Segment Start: Data section

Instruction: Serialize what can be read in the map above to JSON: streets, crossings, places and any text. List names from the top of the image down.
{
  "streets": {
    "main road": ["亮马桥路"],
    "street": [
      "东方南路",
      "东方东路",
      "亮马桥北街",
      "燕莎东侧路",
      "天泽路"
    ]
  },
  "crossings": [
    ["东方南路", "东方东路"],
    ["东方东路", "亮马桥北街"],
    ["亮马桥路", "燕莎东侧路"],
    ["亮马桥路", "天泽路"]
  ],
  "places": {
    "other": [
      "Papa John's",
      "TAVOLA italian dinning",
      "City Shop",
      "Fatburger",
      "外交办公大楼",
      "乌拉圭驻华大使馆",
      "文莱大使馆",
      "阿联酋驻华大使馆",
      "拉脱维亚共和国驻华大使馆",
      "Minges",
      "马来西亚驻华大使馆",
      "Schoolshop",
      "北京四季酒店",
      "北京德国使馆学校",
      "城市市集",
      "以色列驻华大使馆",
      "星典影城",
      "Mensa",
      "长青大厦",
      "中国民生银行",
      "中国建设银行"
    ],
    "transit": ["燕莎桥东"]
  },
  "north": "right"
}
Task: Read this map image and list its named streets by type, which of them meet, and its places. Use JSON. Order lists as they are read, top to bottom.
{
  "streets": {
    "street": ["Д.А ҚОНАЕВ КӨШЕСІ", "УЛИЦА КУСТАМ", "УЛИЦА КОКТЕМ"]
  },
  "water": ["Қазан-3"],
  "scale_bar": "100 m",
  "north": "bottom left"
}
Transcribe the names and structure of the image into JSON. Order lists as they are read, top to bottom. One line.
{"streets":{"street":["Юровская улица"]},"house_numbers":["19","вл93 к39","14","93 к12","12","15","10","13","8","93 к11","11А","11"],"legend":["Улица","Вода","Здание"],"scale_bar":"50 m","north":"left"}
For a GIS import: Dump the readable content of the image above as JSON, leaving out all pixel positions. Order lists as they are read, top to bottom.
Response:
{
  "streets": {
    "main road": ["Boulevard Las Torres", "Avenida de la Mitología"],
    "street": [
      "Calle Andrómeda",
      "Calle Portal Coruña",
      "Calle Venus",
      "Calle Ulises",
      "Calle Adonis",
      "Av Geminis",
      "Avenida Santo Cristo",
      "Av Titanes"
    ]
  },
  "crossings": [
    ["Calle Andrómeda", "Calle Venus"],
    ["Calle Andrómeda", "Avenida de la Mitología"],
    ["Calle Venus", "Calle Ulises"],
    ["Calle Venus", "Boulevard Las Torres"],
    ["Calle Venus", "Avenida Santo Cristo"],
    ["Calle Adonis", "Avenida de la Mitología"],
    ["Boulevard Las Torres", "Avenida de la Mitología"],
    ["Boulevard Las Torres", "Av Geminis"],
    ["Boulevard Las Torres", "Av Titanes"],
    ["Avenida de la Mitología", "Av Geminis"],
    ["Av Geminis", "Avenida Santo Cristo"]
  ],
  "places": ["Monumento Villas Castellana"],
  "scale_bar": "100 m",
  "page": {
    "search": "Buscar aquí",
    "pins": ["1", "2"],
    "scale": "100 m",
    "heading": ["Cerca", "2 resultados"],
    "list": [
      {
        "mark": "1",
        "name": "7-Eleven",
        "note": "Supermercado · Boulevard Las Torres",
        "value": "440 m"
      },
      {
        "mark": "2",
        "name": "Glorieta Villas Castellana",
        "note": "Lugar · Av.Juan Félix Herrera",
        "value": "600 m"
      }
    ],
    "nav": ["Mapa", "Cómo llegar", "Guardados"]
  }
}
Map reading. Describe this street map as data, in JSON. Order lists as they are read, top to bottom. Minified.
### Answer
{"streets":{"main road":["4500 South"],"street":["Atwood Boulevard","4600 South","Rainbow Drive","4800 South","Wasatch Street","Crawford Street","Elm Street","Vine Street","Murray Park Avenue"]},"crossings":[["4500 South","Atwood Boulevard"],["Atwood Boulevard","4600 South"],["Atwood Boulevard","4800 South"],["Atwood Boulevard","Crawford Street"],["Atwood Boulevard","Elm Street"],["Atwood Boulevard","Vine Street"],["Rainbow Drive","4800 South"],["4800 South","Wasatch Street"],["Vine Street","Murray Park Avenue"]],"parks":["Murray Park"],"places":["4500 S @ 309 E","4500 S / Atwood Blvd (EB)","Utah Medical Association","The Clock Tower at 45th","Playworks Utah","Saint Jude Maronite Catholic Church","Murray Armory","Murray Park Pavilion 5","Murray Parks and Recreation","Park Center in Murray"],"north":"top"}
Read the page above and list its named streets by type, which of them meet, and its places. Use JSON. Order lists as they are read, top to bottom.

Segment End: Data section

__What needs to be done__. All records are to be printed again, exactly and completely.

__Your solution__.
Instruction: Serialize what can be read in the map above to JSON: streets, crossings, places and any text. List names from the top of the image down.
{
  "streets": {
    "main road": ["亮马桥路"],
    "street": [
      "东方南路",
      "东方东路",
      "亮马桥北街",
      "燕莎东侧路",
      "天泽路"
    ]
  },
  "crossings": [
    ["东方南路", "东方东路"],
    ["东方东路", "亮马桥北街"],
    ["亮马桥路", "燕莎东侧路"],
    ["亮马桥路", "天泽路"]
  ],
  "places": {
    "other": [
      "Papa John's",
      "TAVOLA italian dinning",
      "City Shop",
      "Fatburger",
      "外交办公大楼",
      "乌拉圭驻华大使馆",
      "文莱大使馆",
      "阿联酋驻华大使馆",
      "拉脱维亚共和国驻华大使馆",
      "Minges",
      "马来西亚驻华大使馆",
      "Schoolshop",
      "北京四季酒店",
      "北京德国使馆学校",
      "城市市集",
      "以色列驻华大使馆",
      "星典影城",
      "Mensa",
      "长青大厦",
      "中国民生银行",
      "中国建设银行"
    ],
    "transit": ["燕莎桥东"]
  },
  "north": "right"
}
Task: Read this map image and list its named streets by type, which of them meet, and its places. Use JSON. Order lists as they are read, top to bottom.
{
  "streets": {
    "street": ["Д.А ҚОНАЕВ КӨШЕСІ", "УЛИЦА КУСТАМ", "УЛИЦА КОКТЕМ"]
  },
  "water": ["Қазан-3"],
  "scale_bar": "100 m",
  "north": "bottom left"
}
Transcribe the names and structure of the image into JSON. Order lists as they are read, top to bottom. One line.
{"streets":{"street":["Юровская улица"]},"house_numbers":["19","вл93 к39","14","93 к12","12","15","10","13","8","93 к11","11А","11"],"legend":["Улица","Вода","Здание"],"scale_bar":"50 m","north":"left"}
For a GIS import: Dump the readable content of the image above as JSON, leaving out all pixel positions. Order lists as they are read, top to bottom.
Response:
{
  "streets": {
    "main road": ["Boulevard Las Torres", "Avenida de la Mitología"],
    "street": [
      "Calle Andrómeda",
      "Calle Portal Coruña",
      "Calle Venus",
      "Calle Ulises",
      "Calle Adonis",
      "Av Geminis",
      "Avenida Santo Cristo",
      "Av Titanes"
    ]
  },
  "crossings": [
    ["Calle Andrómeda", "Calle Venus"],
    ["Calle Andrómeda", "Avenida de la Mitología"],
    ["Calle Venus", "Calle Ulises"],
    ["Calle Venus", "Boulevard Las Torres"],
    ["Calle Venus", "Avenida Santo Cristo"],
    ["Calle Adonis", "Avenida de la Mitología"],
    ["Boulevard Las Torres", "Avenida de la Mitología"],
    ["Boulevard Las Torres", "Av Geminis"],
    ["Boulevard Las Torres", "Av Titanes"],
    ["Avenida de la Mitología", "Av Geminis"],
    ["Av Geminis", "Avenida Santo Cristo"]
  ],
  "places": ["Monumento Villas Castellana"],
  "scale_bar": "100 m",
  "page": {
    "search": "Buscar aquí",
    "pins": ["1", "2"],
    "scale": "100 m",
    "heading": ["Cerca", "2 resultados"],
    "list": [
      {
        "mark": "1",
        "name": "7-Eleven",
        "note": "Supermercado · Boulevard Las Torres",
        "value": "440 m"
      },
      {
        "mark": "2",
        "name": "Glorieta Villas Castellana",
        "note": "Lugar · Av.Juan Félix Herrera",
        "value": "600 m"
      }
    ],
    "nav": ["Mapa", "Cómo llegar", "Guardados"]
  }
}
Map reading. Describe this street map as data, in JSON. Order lists as they are read, top to bottom. Minified.
### Answer
{"streets":{"main road":["4500 South"],"street":["Atwood Boulevard","4600 South","Rainbow Drive","4800 South","Wasatch Street","Crawford Street","Elm Street","Vine Street","Murray Park Avenue"]},"crossings":[["4500 South","Atwood Boulevard"],["Atwood Boulevard","4600 South"],["Atwood Boulevard","4800 South"],["Atwood Boulevard","Crawford Street"],["Atwood Boulevard","Elm Street"],["Atwood Boulevard","Vine Street"],["Rainbow Drive","4800 South"],["4800 South","Wasatch Street"],["Vine Street","Murray Park Avenue"]],"parks":["Murray Park"],"places":["4500 S @ 309 E","4500 S / Atwood Blvd (EB)","Utah Medical Association","The Clock Tower at 45th","Playworks Utah","Saint Jude Maronite Catholic Church","Murray Armory","Murray Park Pavilion 5","Murray Parks and Recreation","Park Center in Murray"],"north":"top"}
Read the page above and list its named streets by type, which of them meet, and its places. Use JSON. Order lists as they are read, top to bottom.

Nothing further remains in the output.